Re: [codec] draft-ietf-codec-oggopus-07 packet sizes

Mark Harris Wed, 13 May 2015 00:45:13 -0700

Timothy B. Terriberry wrote:
> Mark Harris wrote:
>>
>>     An Ogg Opus player MUST play any valid Ogg Opus stream with a
>>     channel mapping family of 0 or 1 that contains no packet larger
>>     than 61,440 octets, even if the number of channels does not match
>>     the physically connected audio hardware.
>
>
> This should probably forward-reference Section 6, i.e., simply by adding a
> "(See Section 6)" after "61,440 octets."


Sounds good.

> Also, I assume you meant this
> restriction to only apply to audio data packets (in keeping with your new
> text in Section 6)?

Actually my proposed text in Section 6 permits rejecting or partial
processing of any packet larger than 61,440 octets (including a
comment packet), although I'm certainly open to other suggestions.  It
was unclear whether the previous text applied to a comment packet, but
if the intent is to allow implementations with a fixed-size packet
buffer then it seems reasonable that the same buffer would be used for
all packets and that the same limit should apply.

>
>> In Section 6 replace:
>>
>>     Technically, valid Opus packets can be arbitrarily large due to the
>>     padding format, although the amount of non-padding data they can
>>     contain is bounded.  These packets might be spread over a similarly
>>     enormous number of Ogg pages.  Encoders SHOULD use no more padding
>>     than is necessary to make a variable bitrate (VBR) stream constant
>>     bitrate (CBR).  Decoders SHOULD avoid attempting to allocate
>>     excessive amounts of memory when presented with a very large packet.
>>     Decoders SHOULD reject packets larger than 60 kB per channel, and
>>     display a warning message, and MAY reject packets larger than 7.5 kB
>>     per channel.  The presence of an extremely large packet in the stream
>>     could indicate a memory exhaustion attack or stream corruption.
>>
>> with:
>>
>>     Technically, valid Opus packets can be arbitrarily large due to
>>     padding, although the amount of non-padding data that an audio data
>>     packet can contain is bounded.  These packets might be spread over
>>     a similarly enormous number of Ogg pages.  In an audio data packet,
>>     encoders SHOULD use no more padding than is necessary to make a
>>     variable bitrate (VBR) stream constant bitrate (CBR).  Decoders
>
>
> Talking about doing something in a single audio data packet that affects an
> entire stream seems a little tortured.

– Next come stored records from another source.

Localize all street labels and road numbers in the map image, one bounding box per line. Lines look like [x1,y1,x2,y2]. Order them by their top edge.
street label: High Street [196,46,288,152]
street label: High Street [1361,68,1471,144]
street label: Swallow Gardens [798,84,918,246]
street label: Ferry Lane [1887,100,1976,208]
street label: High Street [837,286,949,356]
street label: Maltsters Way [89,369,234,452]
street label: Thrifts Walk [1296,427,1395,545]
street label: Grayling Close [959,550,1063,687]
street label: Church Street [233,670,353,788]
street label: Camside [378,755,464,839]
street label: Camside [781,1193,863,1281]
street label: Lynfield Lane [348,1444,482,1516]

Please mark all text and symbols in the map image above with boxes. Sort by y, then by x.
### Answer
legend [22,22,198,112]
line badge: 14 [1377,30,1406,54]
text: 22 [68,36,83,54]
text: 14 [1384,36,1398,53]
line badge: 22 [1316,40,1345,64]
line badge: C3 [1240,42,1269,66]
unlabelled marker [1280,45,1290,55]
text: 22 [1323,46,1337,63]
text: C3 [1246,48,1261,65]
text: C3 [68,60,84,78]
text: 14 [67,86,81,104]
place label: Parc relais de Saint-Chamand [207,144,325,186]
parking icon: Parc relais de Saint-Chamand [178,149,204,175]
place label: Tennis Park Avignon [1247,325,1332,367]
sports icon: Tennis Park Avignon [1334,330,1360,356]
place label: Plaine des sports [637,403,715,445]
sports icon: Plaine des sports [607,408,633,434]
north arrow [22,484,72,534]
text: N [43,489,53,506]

How about, "Encoders SHOULD pad audio
> data packets no more than necessary to make a variable bitrate (VBR) stream
> constant bitrate (CBR)"?

I'm not real happy with that wording, which seems as though it could
be misinterpreted as saying that encoders SHOULD pad audio data
packets to make a VBR stream CBR, but not use any more padding than
needed for that.  The intent was to just add a clause to the previous
text to make it clear that it is not restricting the use of other
kinds of padding, such as padding at the end of the comment packet in
a stream that is already CBR.  How about: "Encoders SHOULD limit the
use of padding in audio data packets to no more than is necessary to
make a variable bitrate (VBR) stream constant bitrate (CBR)"?

>
>>     SHOULD reject audio data packets larger than 61,440 octets per
>>     stream; such packets necessarily contain more padding than needed
>>     for this purpose.  Decoders SHOULD avoid attempting to allocate
>>     excessive amounts of memory when presented with a very large
>>     packet, and MAY reject or partially process any packet larger
>>     than 61,440 octets.  The presence of an extremely large packet
>
>
> This limit is reasonable for channel mapping families 0 and 1 (7.5 kB per
> stream for each of a maximum of 8 non-useless streams), but not for channel
> mapping family 255, which may carry many more channels (and is currently the
> only way to do so). Suggest, "...and MAY reject or partially process any
> packet larger than 61,440 octets when used with channel mapping family 1, or
> a packet larger than 7,680 octets per stream when used with channel mapping
> family 255."

Does the 7,680 octets per stream apply to the comment packet?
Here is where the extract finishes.